Survival of the Fittest Attitude

“Progress is impossible without change, and those who cannot change their minds cannot change anything.” So said the Irish playwright George Bernard Shaw, who was born in 1856, lived to be 94, and left his mark on history. In the sales business, we’re not necessarily trying to create change—these days, it’s just happening all around us. Skewed just a bit, Shaw’s words apply: Adapting to change leads to progress.

Our Jobs They Are A-Changin’
In more ways than one lately, sales reps have had to retrofit themselves to ever-changing job parameters. The internet is probably the biggest revolutionary factor in terms of how we do business today, and this advance in technology has had a huge impact on the buying mindset of the customer. With the web, suddenly everyone’s a researcher. But there’s a lot of noise in the Tower of Babble that’s the internet. As salespeople, we need to be experts at helping customers cut through the din and misinformation to get to the relevant, applicable data they need. As a trusted advisor, you have to be willing and able to fill the role of sifter.

Sales reps also have to manage customer data differently. Who knows what the future will bring, but for now, having a good CRM is the best tool for keeping you in the survival-of-the-fittest game when it comes to technological adaptation. A CRM can track sales cycles and manage customer accounts in easy and time-efficient ways. You just have to let it.

You also have to work harder to be noticed by prospects in this day and age. Getting your foot in the door is a lot more tricky when the door is virtual. Even lead generation has changed; it’s now data- and behavior-driven.

Act Now! Don’t Delay!
The ways in which we find leads has gotten easier, but there’s a more intense time crunch when it comes to following up on them. If a lead sits growing mold for 24 hours, it becomes much harder to actually ever get to speak to someone on the phone. Here in the Instantaneous Age, your best bet is to call within minutes of getting the lead. Just know that even as you act fast, you’ll have to possess a lot of patience and tenacity, because over the past few years there’s been a steady uptick in the average number of calls it takes to get a live lead on the line.

The Crockpot Approach
If you want fast food, you’re in the wrong business. Sales has always been more of a slow-cooker thing. This is truer than ever. Budgets are tight, buying is less emotional, and customers spend money differently when they’re more price conscious. You can blame the still-stinging 2008 recession for fear-based spending and belt tightening. Super-size the situation with increased competition and a more-informed buying culture, and you’ve got an unhappy meal of challenges for sales professionals trying to order into the clown’s mouth, as it were. Again, adaptation is the key word here. Be OK with going a little hungry—the meal you eventually enjoy will be worth the wait.

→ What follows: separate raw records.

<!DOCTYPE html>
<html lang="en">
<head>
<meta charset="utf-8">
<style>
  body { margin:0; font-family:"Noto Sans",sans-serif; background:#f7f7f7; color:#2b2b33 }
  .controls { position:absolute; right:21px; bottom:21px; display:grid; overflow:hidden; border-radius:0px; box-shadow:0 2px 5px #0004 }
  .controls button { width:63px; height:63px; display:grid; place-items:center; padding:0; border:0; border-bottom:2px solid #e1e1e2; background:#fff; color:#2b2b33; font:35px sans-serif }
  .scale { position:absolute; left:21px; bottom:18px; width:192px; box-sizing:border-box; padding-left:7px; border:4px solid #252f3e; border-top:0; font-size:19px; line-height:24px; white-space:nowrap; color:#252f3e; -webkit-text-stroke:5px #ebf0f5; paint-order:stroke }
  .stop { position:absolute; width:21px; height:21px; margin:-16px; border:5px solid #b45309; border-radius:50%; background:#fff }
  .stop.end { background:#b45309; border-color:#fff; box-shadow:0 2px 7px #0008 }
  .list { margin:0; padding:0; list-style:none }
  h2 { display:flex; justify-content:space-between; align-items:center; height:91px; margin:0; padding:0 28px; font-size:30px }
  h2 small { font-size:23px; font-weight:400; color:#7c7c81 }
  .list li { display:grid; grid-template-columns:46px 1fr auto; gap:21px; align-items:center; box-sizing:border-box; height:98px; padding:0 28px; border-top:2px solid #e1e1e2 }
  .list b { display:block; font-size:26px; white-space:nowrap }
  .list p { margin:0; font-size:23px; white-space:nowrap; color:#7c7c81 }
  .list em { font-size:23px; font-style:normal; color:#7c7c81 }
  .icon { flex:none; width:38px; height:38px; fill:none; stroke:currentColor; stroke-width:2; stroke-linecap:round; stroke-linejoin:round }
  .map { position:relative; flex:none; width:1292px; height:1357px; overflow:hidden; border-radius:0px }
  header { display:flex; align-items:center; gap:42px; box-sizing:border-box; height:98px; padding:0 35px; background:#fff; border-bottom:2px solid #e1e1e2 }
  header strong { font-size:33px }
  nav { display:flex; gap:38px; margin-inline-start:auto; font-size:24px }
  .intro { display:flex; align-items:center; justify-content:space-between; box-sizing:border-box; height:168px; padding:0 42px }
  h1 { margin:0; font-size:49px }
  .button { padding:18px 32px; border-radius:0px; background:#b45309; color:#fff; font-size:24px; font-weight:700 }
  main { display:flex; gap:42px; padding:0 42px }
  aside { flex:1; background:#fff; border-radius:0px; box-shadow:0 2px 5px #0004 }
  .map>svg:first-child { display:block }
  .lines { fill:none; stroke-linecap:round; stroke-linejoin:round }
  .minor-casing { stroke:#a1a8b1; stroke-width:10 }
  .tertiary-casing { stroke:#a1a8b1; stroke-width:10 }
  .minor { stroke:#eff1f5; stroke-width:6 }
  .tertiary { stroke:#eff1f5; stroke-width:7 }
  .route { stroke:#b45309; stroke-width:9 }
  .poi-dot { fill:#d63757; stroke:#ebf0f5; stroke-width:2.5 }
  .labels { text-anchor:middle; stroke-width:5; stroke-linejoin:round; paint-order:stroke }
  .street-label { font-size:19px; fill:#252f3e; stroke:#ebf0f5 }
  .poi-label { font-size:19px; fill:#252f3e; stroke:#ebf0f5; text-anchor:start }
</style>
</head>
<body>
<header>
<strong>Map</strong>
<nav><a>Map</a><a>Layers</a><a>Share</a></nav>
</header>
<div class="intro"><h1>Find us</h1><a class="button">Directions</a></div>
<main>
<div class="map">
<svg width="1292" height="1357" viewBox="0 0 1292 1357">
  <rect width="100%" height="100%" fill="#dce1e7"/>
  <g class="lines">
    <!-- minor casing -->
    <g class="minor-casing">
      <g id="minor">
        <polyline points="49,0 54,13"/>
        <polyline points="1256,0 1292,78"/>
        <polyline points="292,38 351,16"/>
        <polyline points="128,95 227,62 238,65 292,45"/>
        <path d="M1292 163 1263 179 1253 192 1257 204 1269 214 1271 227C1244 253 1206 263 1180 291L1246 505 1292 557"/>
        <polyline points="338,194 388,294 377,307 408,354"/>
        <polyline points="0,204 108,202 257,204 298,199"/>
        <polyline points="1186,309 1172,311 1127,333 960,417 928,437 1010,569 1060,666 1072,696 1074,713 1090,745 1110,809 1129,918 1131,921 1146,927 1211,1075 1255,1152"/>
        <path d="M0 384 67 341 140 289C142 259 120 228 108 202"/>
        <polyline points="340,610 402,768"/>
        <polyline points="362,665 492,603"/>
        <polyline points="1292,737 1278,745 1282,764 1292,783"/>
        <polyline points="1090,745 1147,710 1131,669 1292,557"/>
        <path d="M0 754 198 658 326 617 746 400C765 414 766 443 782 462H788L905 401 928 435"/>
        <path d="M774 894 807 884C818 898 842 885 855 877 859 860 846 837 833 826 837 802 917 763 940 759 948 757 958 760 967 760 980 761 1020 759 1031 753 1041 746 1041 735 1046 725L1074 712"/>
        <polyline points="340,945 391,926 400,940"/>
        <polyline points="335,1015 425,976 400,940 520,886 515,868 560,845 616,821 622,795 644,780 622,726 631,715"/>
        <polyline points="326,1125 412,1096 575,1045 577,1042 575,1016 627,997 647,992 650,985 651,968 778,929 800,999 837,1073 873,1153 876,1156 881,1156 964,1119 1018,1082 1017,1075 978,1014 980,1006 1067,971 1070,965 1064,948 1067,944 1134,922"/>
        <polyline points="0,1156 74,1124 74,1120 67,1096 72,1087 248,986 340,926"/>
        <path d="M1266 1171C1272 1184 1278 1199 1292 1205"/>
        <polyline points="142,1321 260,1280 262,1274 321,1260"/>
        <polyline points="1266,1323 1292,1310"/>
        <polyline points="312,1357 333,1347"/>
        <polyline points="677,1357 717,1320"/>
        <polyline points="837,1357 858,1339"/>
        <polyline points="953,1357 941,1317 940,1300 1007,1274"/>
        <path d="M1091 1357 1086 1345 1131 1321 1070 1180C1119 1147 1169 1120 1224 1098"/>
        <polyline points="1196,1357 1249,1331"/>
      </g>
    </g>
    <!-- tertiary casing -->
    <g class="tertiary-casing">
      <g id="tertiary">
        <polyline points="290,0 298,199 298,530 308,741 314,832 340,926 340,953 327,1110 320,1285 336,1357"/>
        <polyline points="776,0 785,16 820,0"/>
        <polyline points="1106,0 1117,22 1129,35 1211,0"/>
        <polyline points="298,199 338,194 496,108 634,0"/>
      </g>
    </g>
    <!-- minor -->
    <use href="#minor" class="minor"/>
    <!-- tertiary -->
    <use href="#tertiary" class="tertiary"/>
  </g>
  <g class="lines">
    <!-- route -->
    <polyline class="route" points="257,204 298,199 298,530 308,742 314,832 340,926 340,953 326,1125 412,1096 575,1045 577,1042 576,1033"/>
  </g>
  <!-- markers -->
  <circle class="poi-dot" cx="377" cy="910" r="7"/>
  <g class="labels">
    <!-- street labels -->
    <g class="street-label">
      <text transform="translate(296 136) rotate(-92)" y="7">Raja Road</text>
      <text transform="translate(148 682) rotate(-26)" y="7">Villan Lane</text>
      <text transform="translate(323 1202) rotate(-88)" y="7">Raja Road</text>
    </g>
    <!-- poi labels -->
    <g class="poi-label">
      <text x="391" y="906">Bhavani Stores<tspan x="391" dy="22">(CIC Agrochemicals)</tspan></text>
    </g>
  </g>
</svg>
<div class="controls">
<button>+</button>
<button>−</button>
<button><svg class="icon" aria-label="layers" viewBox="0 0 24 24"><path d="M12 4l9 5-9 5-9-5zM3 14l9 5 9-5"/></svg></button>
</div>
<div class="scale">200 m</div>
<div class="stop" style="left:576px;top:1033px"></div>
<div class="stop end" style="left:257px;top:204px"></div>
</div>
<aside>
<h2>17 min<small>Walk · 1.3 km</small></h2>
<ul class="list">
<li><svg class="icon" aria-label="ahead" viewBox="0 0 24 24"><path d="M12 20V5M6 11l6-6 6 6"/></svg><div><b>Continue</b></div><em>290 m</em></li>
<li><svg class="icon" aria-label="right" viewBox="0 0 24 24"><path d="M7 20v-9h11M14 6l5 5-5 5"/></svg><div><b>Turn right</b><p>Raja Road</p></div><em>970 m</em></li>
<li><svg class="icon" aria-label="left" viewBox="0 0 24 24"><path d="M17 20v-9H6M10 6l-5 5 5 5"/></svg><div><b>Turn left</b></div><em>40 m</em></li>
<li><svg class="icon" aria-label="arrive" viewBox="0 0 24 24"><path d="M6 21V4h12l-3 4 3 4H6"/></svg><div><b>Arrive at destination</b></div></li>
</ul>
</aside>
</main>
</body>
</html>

Don’t Forget the Old Dogs!
Many veteran sales reps who started in the profession when flipping the Rolodex made you seem fancy schmancy have adapted to new technologies and social media, using them to their advantage. Old-schoolers who’ve dismissed these realities of the changing times are either scratching their heads wondering why their revenue’s gone down, or they’re doing something else for a living now. To them, “tweet” will always be what birds do.

One thing we often hear from our customers is that they’re interested in sales training for their new hires. They’re not necessarily focused on realigning the thinking of their old-pro sales folks. But it’s crucial that they do. A cell phone the size of a banana with no data plan just isn’t going to cut it. Yet it’s not so much the device we’re talking about here, it’s the mindset. Clinging irrationally to a rickety raft in the sea change of progress, the best-intentioned sales vets will disadvantage themselves by being mentally unwilling to adapt to today’s more streamlined ways of doing things. They’ll need a culture shift; they’ll have to be trained to be open to newer, more efficient, more relevant ways of doing business, building upon the selling skills they already possesses, just via new tools.

The point is, times change pretty rapidly in this sales day and age and it’s important to be willing and able to change your thinking in parallel to the new realities. If not, when it comes to making a measurable difference in this biz, you could end up being the human sales equivalent of a fax machine. Do you want to be a fax machine? Who would? That technology hasn’t moved in years; it’s a wonder it’s still around. Yes, the latest and greatest versions of today’s invaluable devices are tomorrow’s “what the heck’s that doohicky?!” What really needs to keep being versioned is our willingness to try new things.